> [ACTIVITY]:
All of the entries below need repeating exactly, apart from their images.

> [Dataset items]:
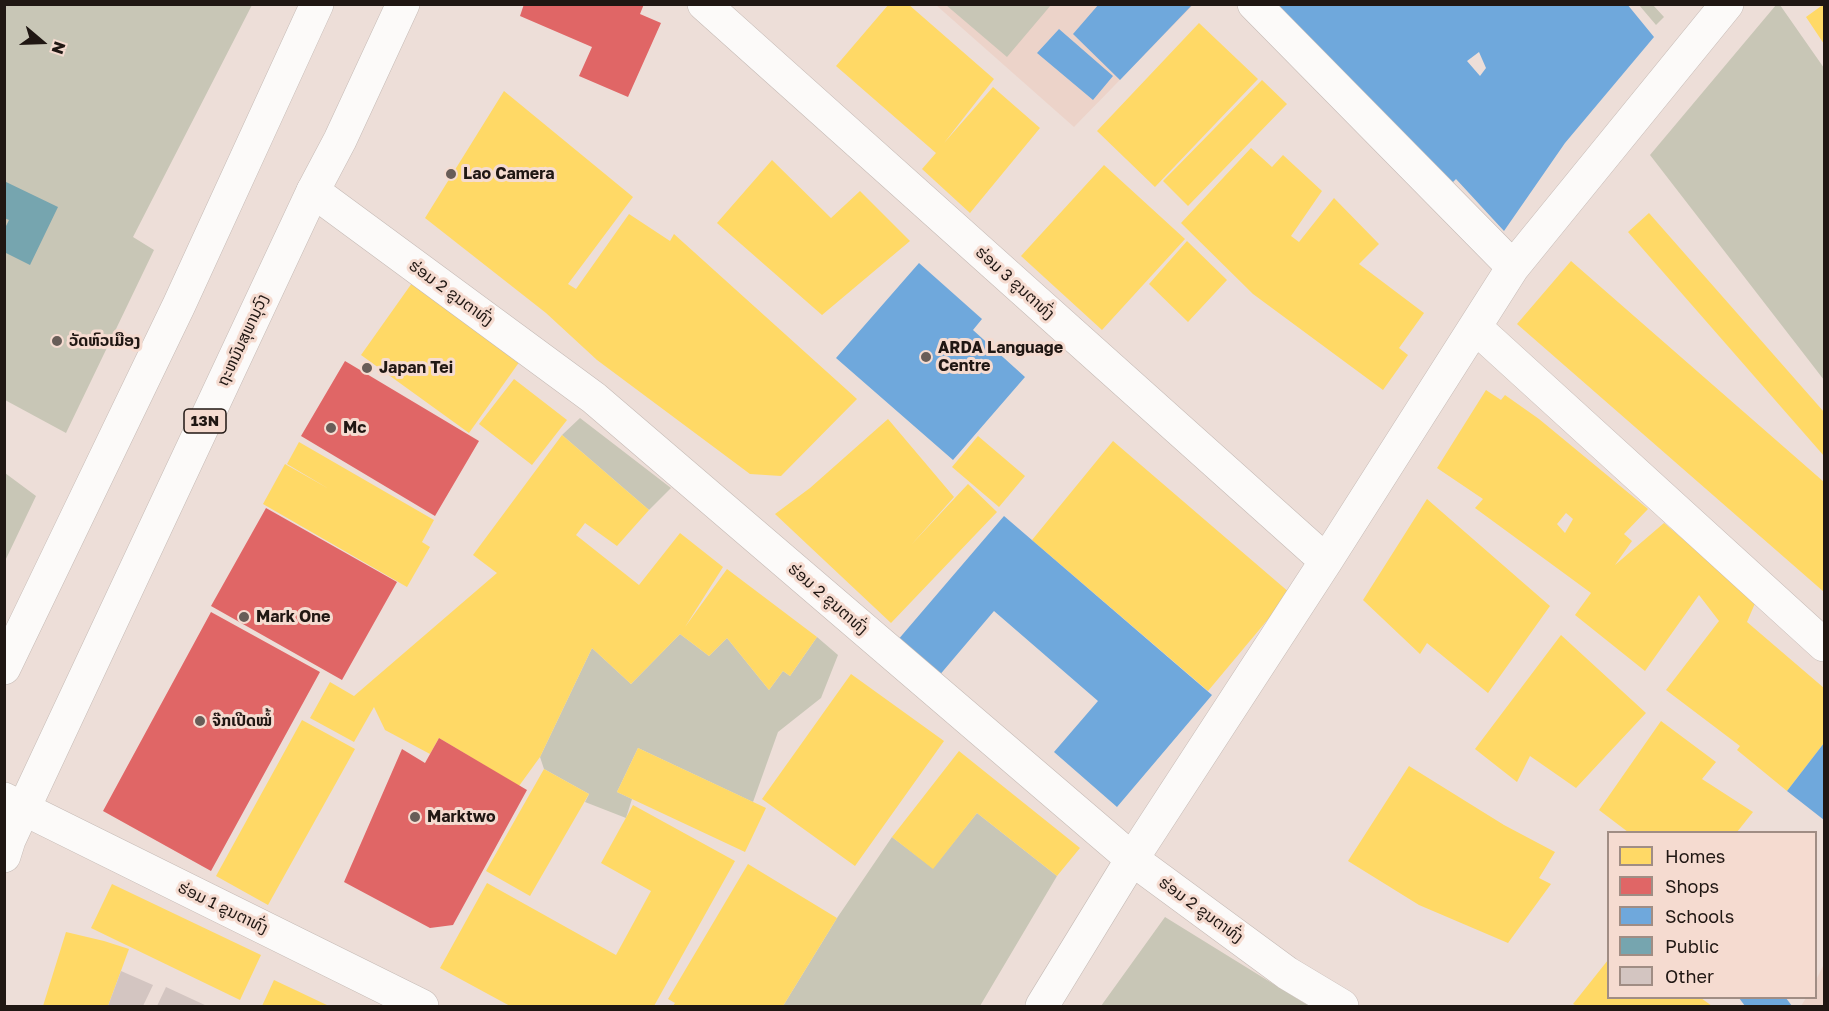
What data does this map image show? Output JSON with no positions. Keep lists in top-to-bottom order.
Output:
{
  "streets": {
    "main road": [
      "ຮ່ອມ 3 ຂູນຕາທົ່ງ",
      "ຮ່ອມ 2 ຂູນຕາທົ່ງ",
      "ຖະຫນົນສຸພານຸວົງ",
      "13N",
      "ຮ່ອມ 1 ຂູນຕາທົ່ງ"
    ]
  },
  "crossings": [
    ["ຮ່ອມ 2 ຂູນຕາທົ່ງ", "ຖະຫນົນສຸພານຸວົງ"],
    ["ຖະຫນົນສຸພານຸວົງ", "ຮ່ອມ 1 ຂູນຕາທົ່ງ"]
  ],
  "places": [
    "Lao Camera",
    "ວັດຫົວເມືອງ",
    "ARDA Language Centre",
    "Japan Tei",
    "Mc",
    "Mark One",
    "ຈ໊ກເປີດໝ້ໍ",
    "Marktwo"
  ],
  "legend": [
    "Homes",
    "Shops",
    "Schools",
    "Public",
    "Other"
  ],
  "north": "right"
}
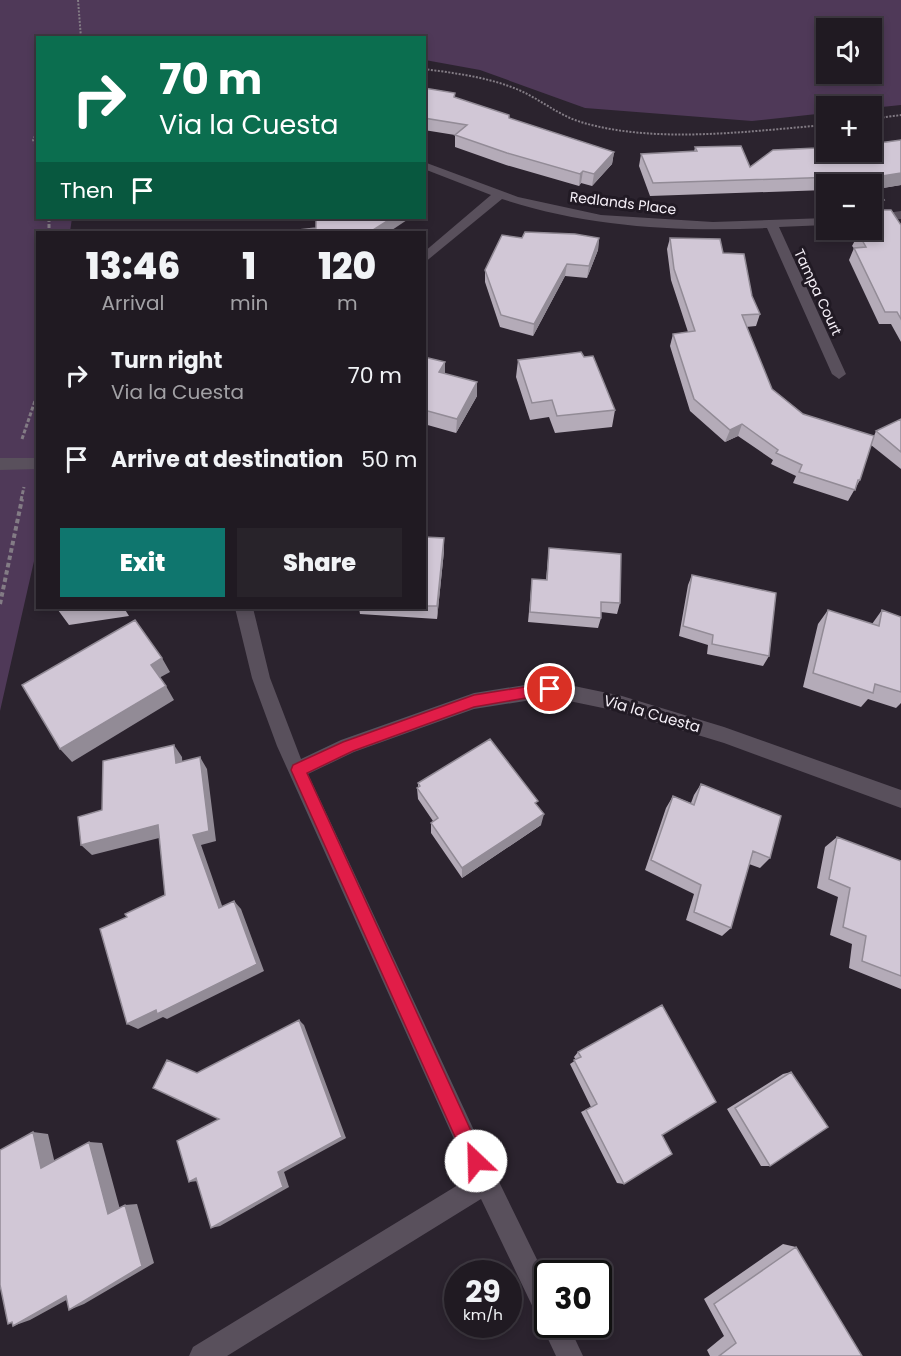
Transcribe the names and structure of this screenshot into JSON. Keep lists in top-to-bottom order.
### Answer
{
  "streets": {
    "street": ["Redlands Place", "Tampa Court", "Via la Cuesta"]
  },
  "crossings": [
    ["Redlands Place", "Tampa Court"]
  ],
  "page": {
    "map_buttons": ["+", "−"],
    "turn": ["70 m", "Via la Cuesta"],
    "then": "Then",
    "eta": [
      "13:46",
      "Arrival",
      "1",
      "min",
      "120",
      "m"
    ],
    "list": [
      {
        "name": "Turn right",
        "note": "Via la Cuesta",
        "value": "70 m"
      },
      {
        "name": "Arrive at destination",
        "value": "50 m"
      }
    ],
    "buttons": ["Exit", "Share"],
    "speed": "29 km/h",
    "limit": "30"
  }
}
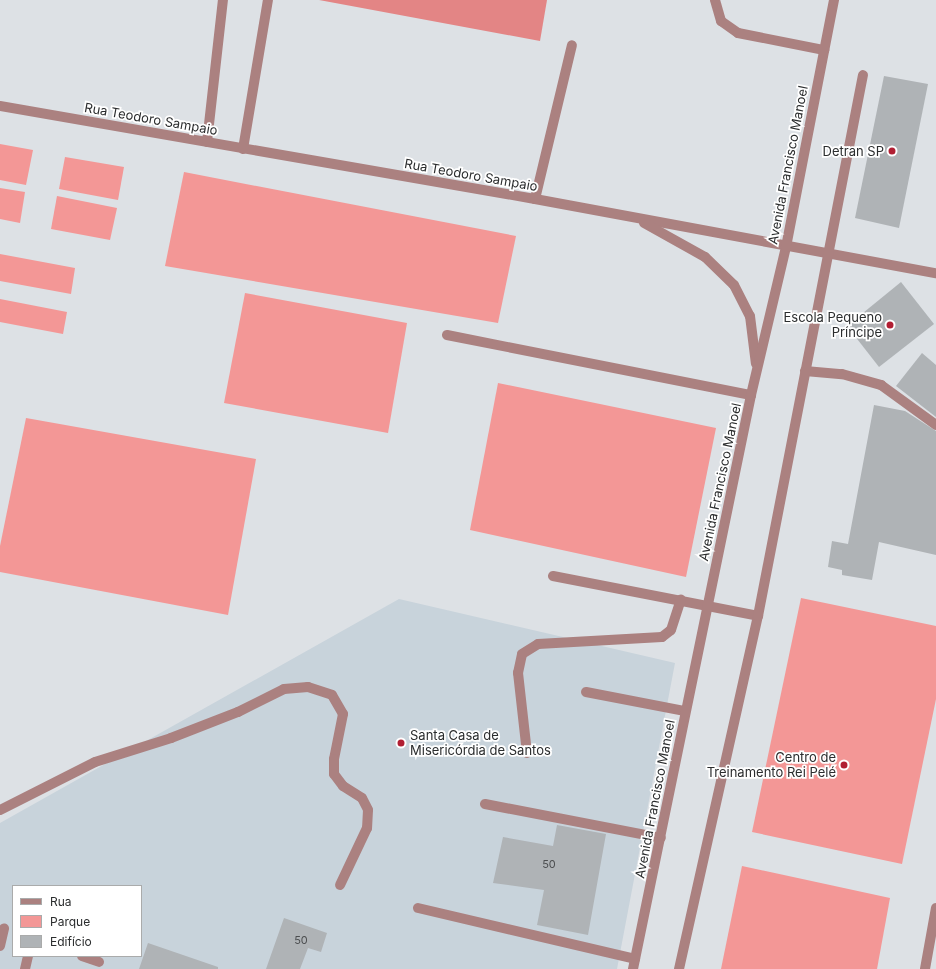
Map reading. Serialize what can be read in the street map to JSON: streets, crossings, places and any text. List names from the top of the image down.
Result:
{
  "streets": {
    "street": ["Rua Teodoro Sampaio", "Avenida Francisco Manoel"]
  },
  "crossings": [
    ["Rua Teodoro Sampaio", "Avenida Francisco Manoel"]
  ],
  "places": [
    "Detran SP",
    "Escola Pequeno Príncipe",
    "Santa Casa de Misericórdia de Santos",
    "Centro de Treinamento Rei Pelé"
  ],
  "house_numbers": ["50", "50"],
  "legend": ["Rua", "Parque", "Edifício"]
}
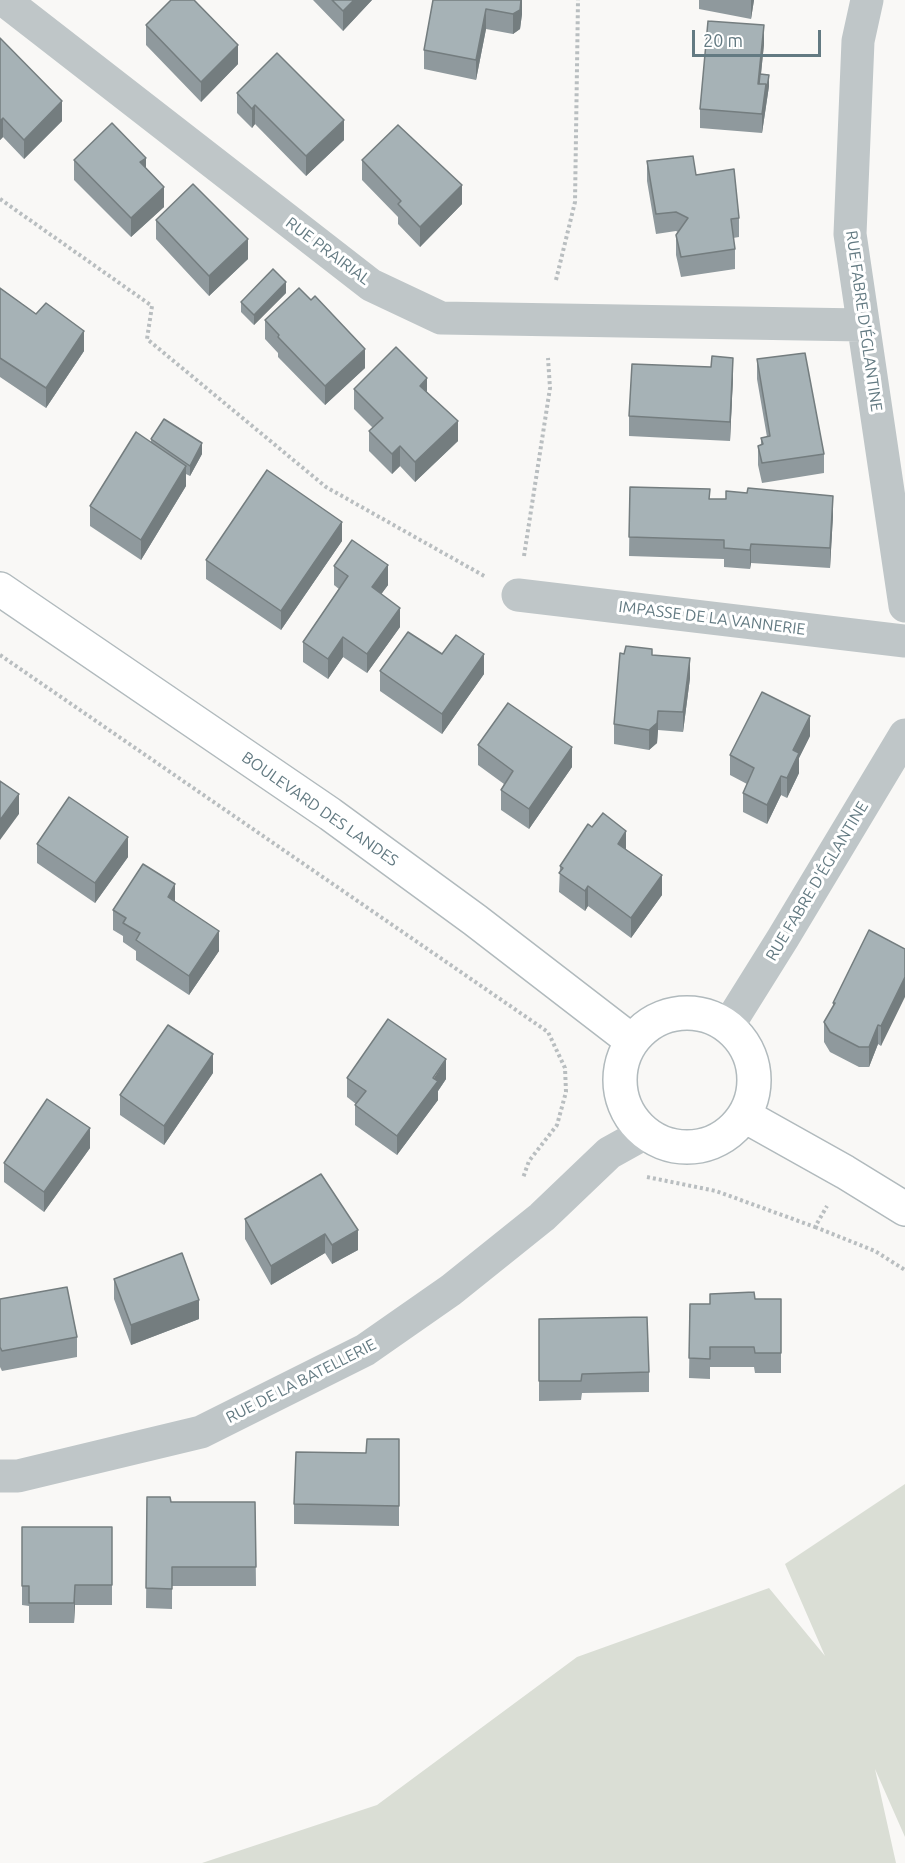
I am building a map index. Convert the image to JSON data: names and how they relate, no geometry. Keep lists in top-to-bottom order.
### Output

> [ANSWER BOX]:
What data does this map image show? Output JSON with no positions. Keep lists in top-to-bottom order.
Output:
{
  "streets": {
    "main road": [
      "ຮ່ອມ 3 ຂູນຕາທົ່ງ",
      "ຮ່ອມ 2 ຂູນຕາທົ່ງ",
      "ຖະຫນົນສຸພານຸວົງ",
      "13N",
      "ຮ່ອມ 1 ຂູນຕາທົ່ງ"
    ]
  },
  "crossings": [
    ["ຮ່ອມ 2 ຂູນຕາທົ່ງ", "ຖະຫນົນສຸພານຸວົງ"],
    ["ຖະຫນົນສຸພານຸວົງ", "ຮ່ອມ 1 ຂູນຕາທົ່ງ"]
  ],
  "places": [
    "Lao Camera",
    "ວັດຫົວເມືອງ",
    "ARDA Language Centre",
    "Japan Tei",
    "Mc",
    "Mark One",
    "ຈ໊ກເປີດໝ້ໍ",
    "Marktwo"
  ],
  "legend": [
    "Homes",
    "Shops",
    "Schools",
    "Public",
    "Other"
  ],
  "north": "right"
}
Transcribe the names and structure of this screenshot into JSON. Keep lists in top-to-bottom order.
### Answer
{
  "streets": {
    "street": ["Redlands Place", "Tampa Court", "Via la Cuesta"]
  },
  "crossings": [
    ["Redlands Place", "Tampa Court"]
  ],
  "page": {
    "map_buttons": ["+", "−"],
    "turn": ["70 m", "Via la Cuesta"],
    "then": "Then",
    "eta": [
      "13:46",
      "Arrival",
      "1",
      "min",
      "120",
      "m"
    ],
    "list": [
      {
        "name": "Turn right",
        "note": "Via la Cuesta",
        "value": "70 m"
      },
      {
        "name": "Arrive at destination",
        "value": "50 m"
      }
    ],
    "buttons": ["Exit", "Share"],
    "speed": "29 km/h",
    "limit": "30"
  }
}
Map reading. Serialize what can be read in the street map to JSON: streets, crossings, places and any text. List names from the top of the image down.
Result:
{
  "streets": {
    "street": ["Rua Teodoro Sampaio", "Avenida Francisco Manoel"]
  },
  "crossings": [
    ["Rua Teodoro Sampaio", "Avenida Francisco Manoel"]
  ],
  "places": [
    "Detran SP",
    "Escola Pequeno Príncipe",
    "Santa Casa de Misericórdia de Santos",
    "Centro de Treinamento Rei Pelé"
  ],
  "house_numbers": ["50", "50"],
  "legend": ["Rua", "Parque", "Edifício"]
}
I am building a map index. Convert the image to JSON data: names and how they relate, no geometry. Keep lists in top-to-bottom order.
### Output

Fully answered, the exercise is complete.